After My Mate Chose Her, I Chose Myself
Chapter 3
I didn't want to follow them. My pride screamed at me to turn around, to go back to the pack house and pack my bags, to do anything other than stand in the sterile, white hallway of the pack clinic. But my feet moved on their own, heavy and numb. I stopped just outside the closed door of the treatment room.
Inside, it was quiet.
Then, a sharp, buzzing pressure drilled into my temple. It was the pack mind-link, but it wasn't a general broadcast. It was a private channel. Mckenzie was deliberately leaving the mental door cracked open, inviting me in to listen to her victory.
'It hurts, Jonas,' Mckenzie’s mental voice whimpered. It was soft, fragile, and completely devoid of the mocking cruelty she had shown me by the river.
'I know, baby. I know. I’m right here.'
I stopped breathing. It was Jonas. His voice wasn’t just gentle; it was completely wrecked. It was the raw, desperate voice of a man terrified of losing the only thing that truly mattered to him.
'You shouldn’t have jumped, Mac,' he whispered, the sound echoing in my head like shattering glass. 'If I lost you... Goddess, if I lost you, I wouldn’t survive it. You’re my everything. You know that.'
'What about Gwen?' Mckenzie asked. I could practically hear the smirk curling her lips, the triumphant gleam in her eyes.
'Forget her. She’s nothing. I’ll deal with her later. Just focus on me. I’m not going anywhere.'
The mental connection snapped shut, leaving a ringing silence in my ears.
My knees buckled. I caught myself against the cold wall, gasping for air that wouldn't fill my lungs. The clinic suddenly smelled overwhelmingly of medical bleach and cherry blossoms, and it was suffocating me. The floor tilted beneath my feet. Five years of loyalty, of quiet devotion, of suppressing my own needs for his... all of it reduced to 'She's nothing.'
I had to get out.
I pushed off the wall and ran. I burst through the double doors of the clinic and sprinted into the treeline. I didn't care where I was going. I just needed to outrun the echo of his voice in my head.
My inner wolf was thrashing against my ribcage, tearing at my mind in pure, unadulterated agony. She didn't understand. She had chosen him. We had loved him, and he had just discarded us like trash. She howled, a deafening, broken sound that vibrated through my very bones, clawing blindly at the walls of my consciousness.

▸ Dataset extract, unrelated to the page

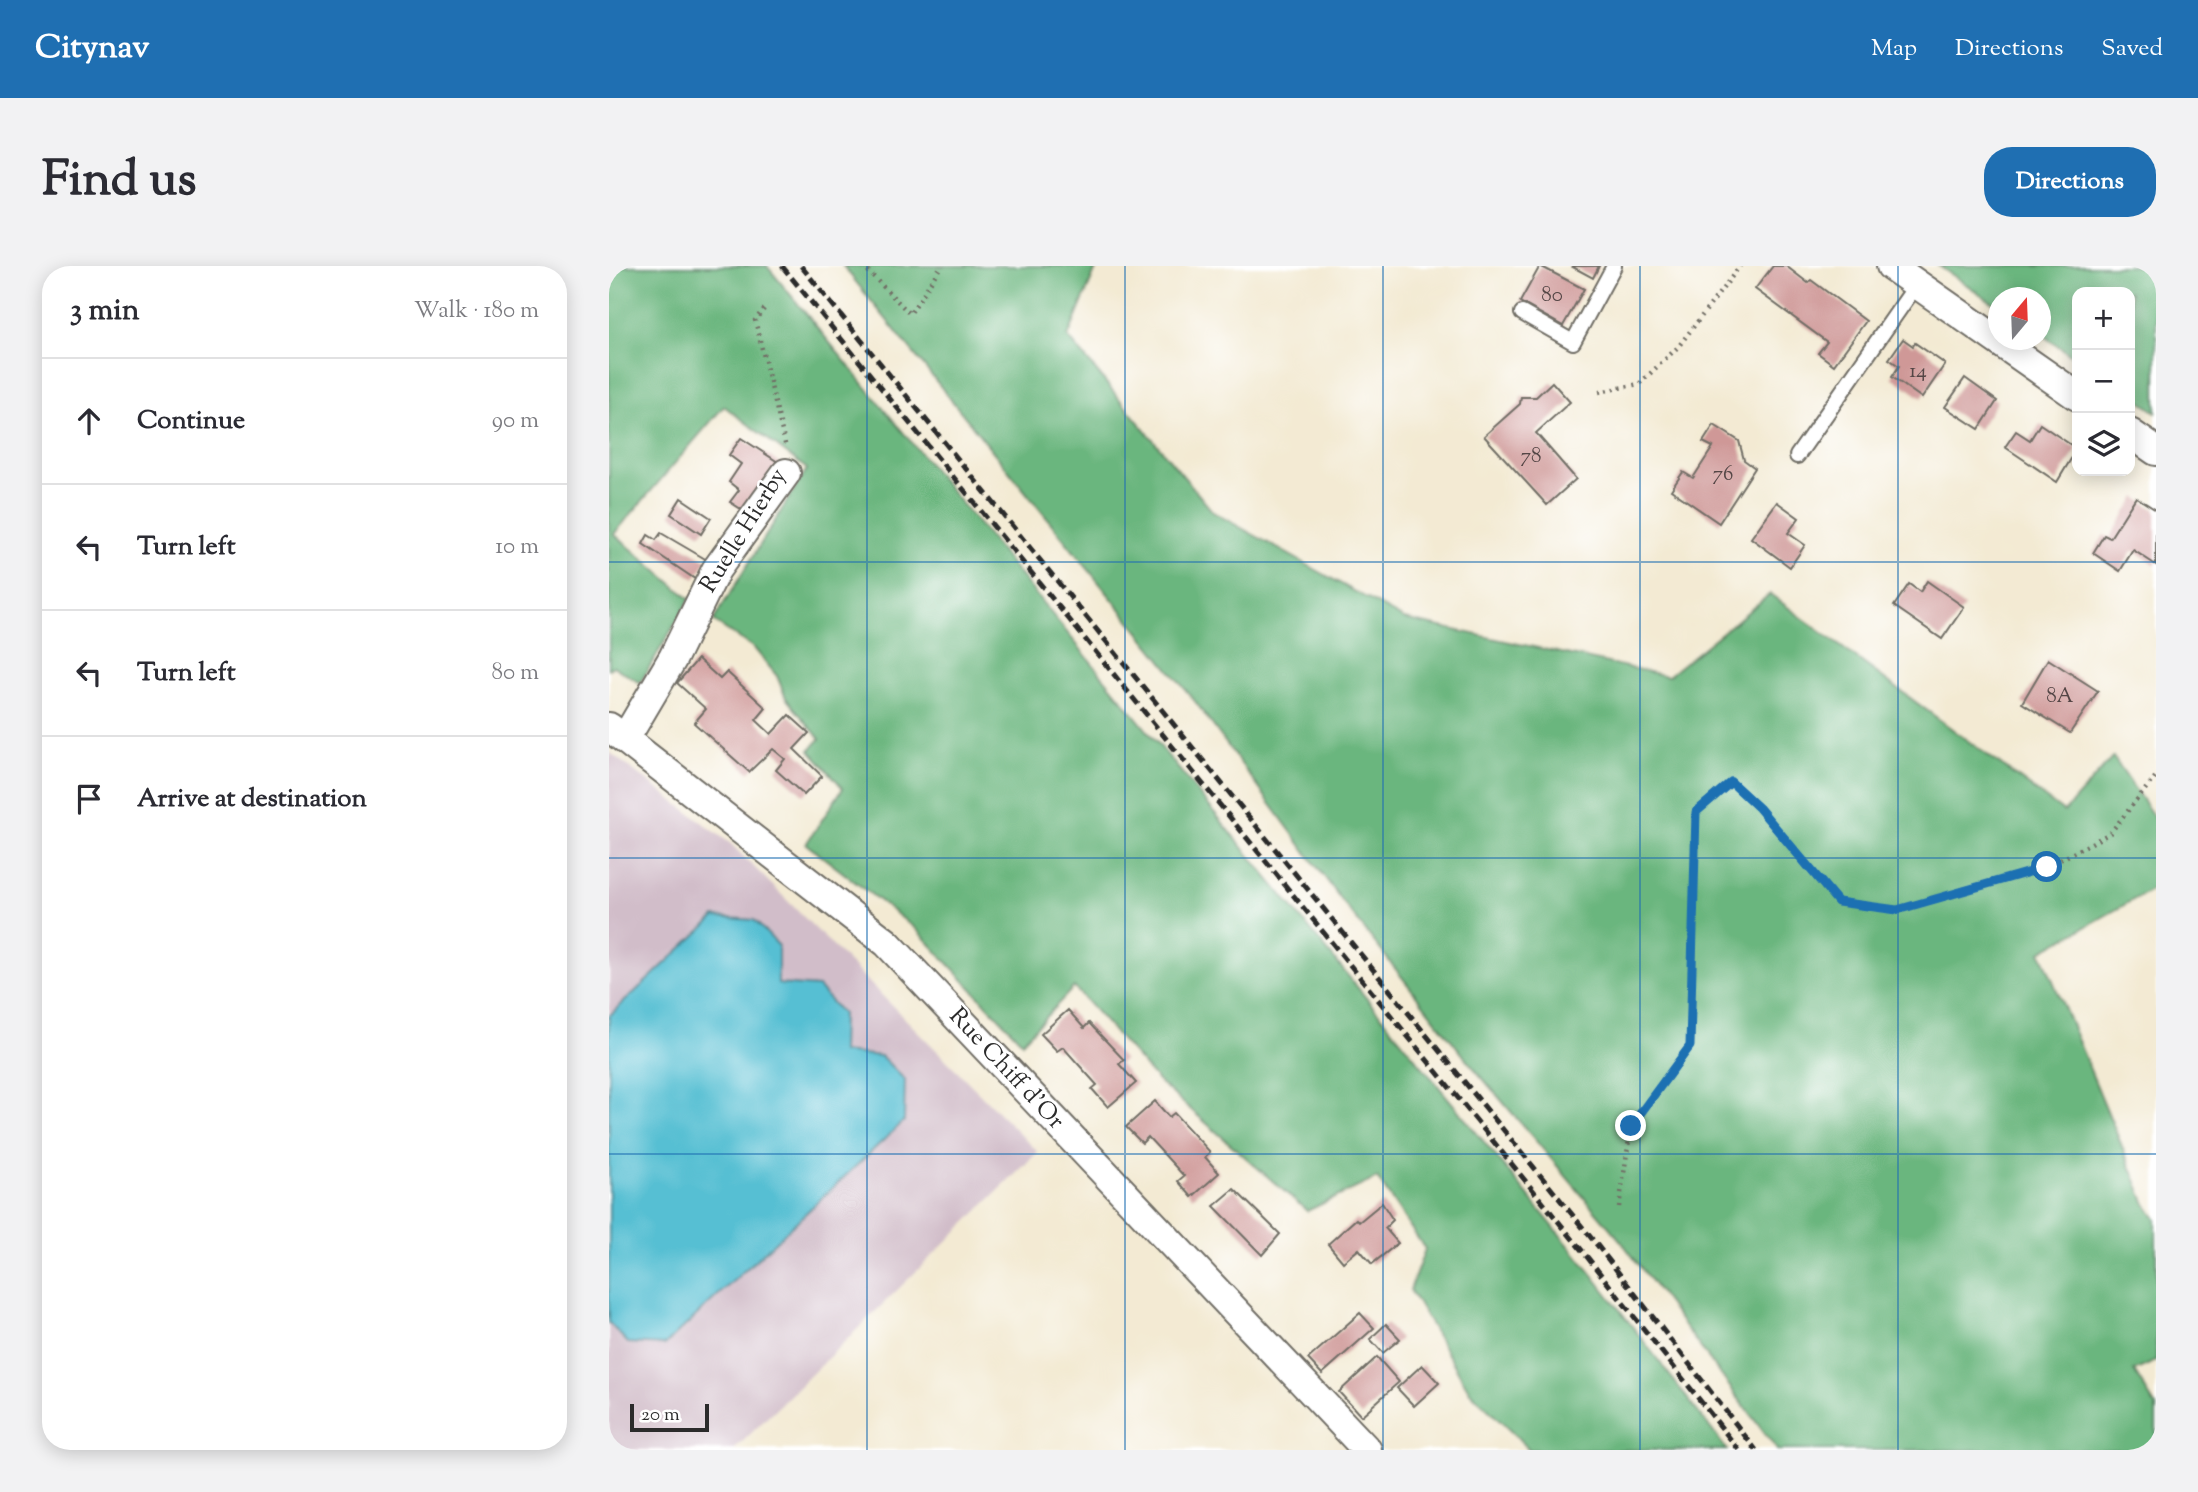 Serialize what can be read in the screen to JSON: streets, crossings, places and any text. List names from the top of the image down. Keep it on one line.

I ran faster, my boots tearing through the damp earth. The trees blurred into dark, jagged shapes. I headed north, toward the steep cliffs and the treacherous border of our territory. The wind whipped my face, stinging my eyes, but it wasn't enough to numb the pain. I wanted to shift. I wanted to let my wolf take over, to run on four paws until my muscles gave out, but she was too fragmented. Every time I reached for her, she retreated into a whimpering, bleeding ball of grief.
I breached the northern ridge, my chest heaving, my throat burning with every ragged breath. The ravine yawned below me, a steep drop into jagged rocks and rushing black water. I stopped at the edge, gripping a thick pine branch to steady my trembling body.

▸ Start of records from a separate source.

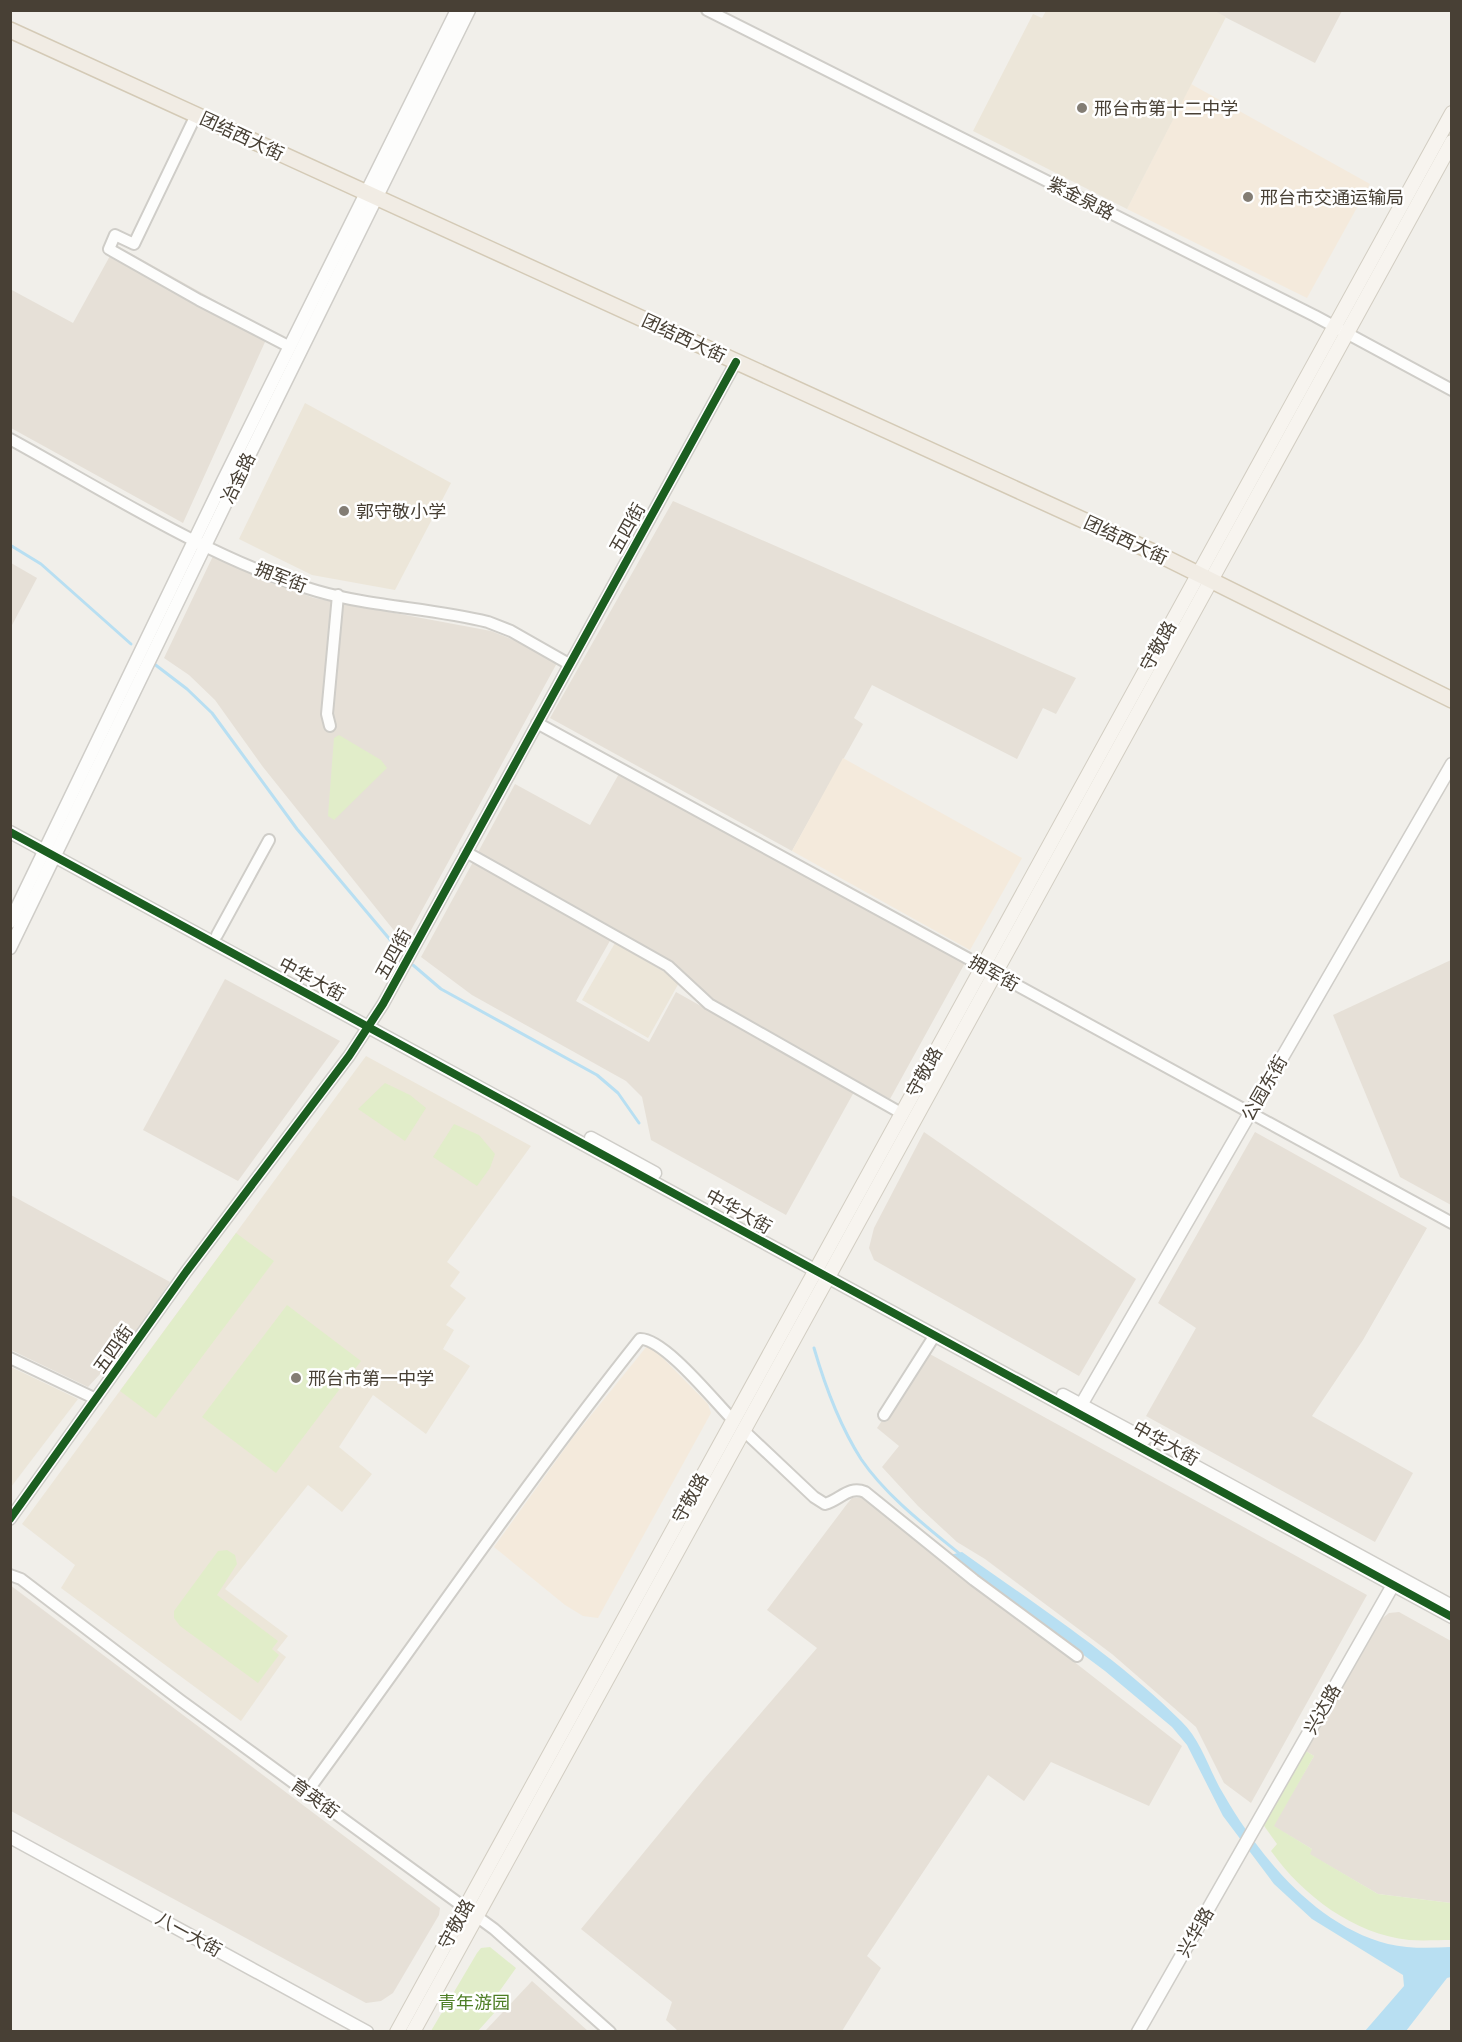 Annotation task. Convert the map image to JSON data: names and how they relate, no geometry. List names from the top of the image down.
{
  "streets": {
    "main road": ["团结西大街", "守敬路"],
    "street": [
      "紫金泉路",
      "冶金路",
      "五四街",
      "拥军街",
      "中华大街",
      "公园东街",
      "兴达路",
      "育英街",
      "兴华路",
      "八一大街"
    ]
  },
  "crossings": [
    ["团结西大街", "冶金路"],
    ["团结西大街", "五四街"],
    ["团结西大街", "守敬路"],
    ["紫金泉路", "守敬路"],
    ["冶金路", "拥军街"],
    ["冶金路", "中华大街"],
    ["五四街", "拥军街"],
    ["五四街", "中华大街"],
    ["拥军街", "守敬路"],
    ["拥军街", "公园东街"],
    ["守敬路", "中华大街"],
    ["守敬路", "育英街"],
    ["中华大街", "公园东街"],
    ["中华大街", "兴达路"],
    ["兴达路", "兴华路"]
  ],
  "parks": ["青年游园"],
  "places": [
    "邢台市第十二中学",
    "邢台市交通运输局",
    "郭守敬小学",
    "邢台市第一中学"
  ]
}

A low, guttural growl vibrated through the brush.
I froze. The scent hit me a second too late—rotten meat, wet fur, and sour aggression. Rogues.
Three massive, mangy wolves stepped out of the shadows of the pines. Their eyes were wild and hungry, their lips peeled back to reveal yellowed fangs dripping with saliva. I was completely alone, emotionally shattered, and standing right on the edge of a deadly drop.
Shift, I commanded my wolf. Please, shift!
But she couldn't. The bond-shattering grief had paralyzed her. My bones ached with the effort, a phantom pressure building beneath my skin, but my flesh wouldn't tear. I was stuck in my fragile, human form, completely defenseless.
The largest rogue lunged.
I threw myself to the side, his massive jaws snapping mere inches from my throat. I scrambled across the dirt, reaching for a rock, a heavy stick, anything, but the second rogue was already on me. A heavy paw slammed into my chest, knocking the wind out of my lungs. Before I could roll away, razor-sharp claws ripped through my shirt and sliced deep across my ribs.
White-hot pain exploded in my side. I screamed, the sound tearing from my raw throat as warm blood instantly soaked my clothes.
The rogue snarled, lowering his massive head to sink his teeth into my neck. Adrenaline flooded my veins. I kicked out blindly, my heavy boot connecting hard with his snout. He recoiled with a yelp, but the violent momentum sent me sliding backward.
There was nothing beneath my feet.
My hands scrambled desperately for purchase, catching only loose dirt and dead leaves as I tumbled backward over the edge of the ravine. The wind roared in my ears, drowning out the snarls of the rogues above. I fell into the empty air, the dark, rocky abyss rushing up to swallow me whole.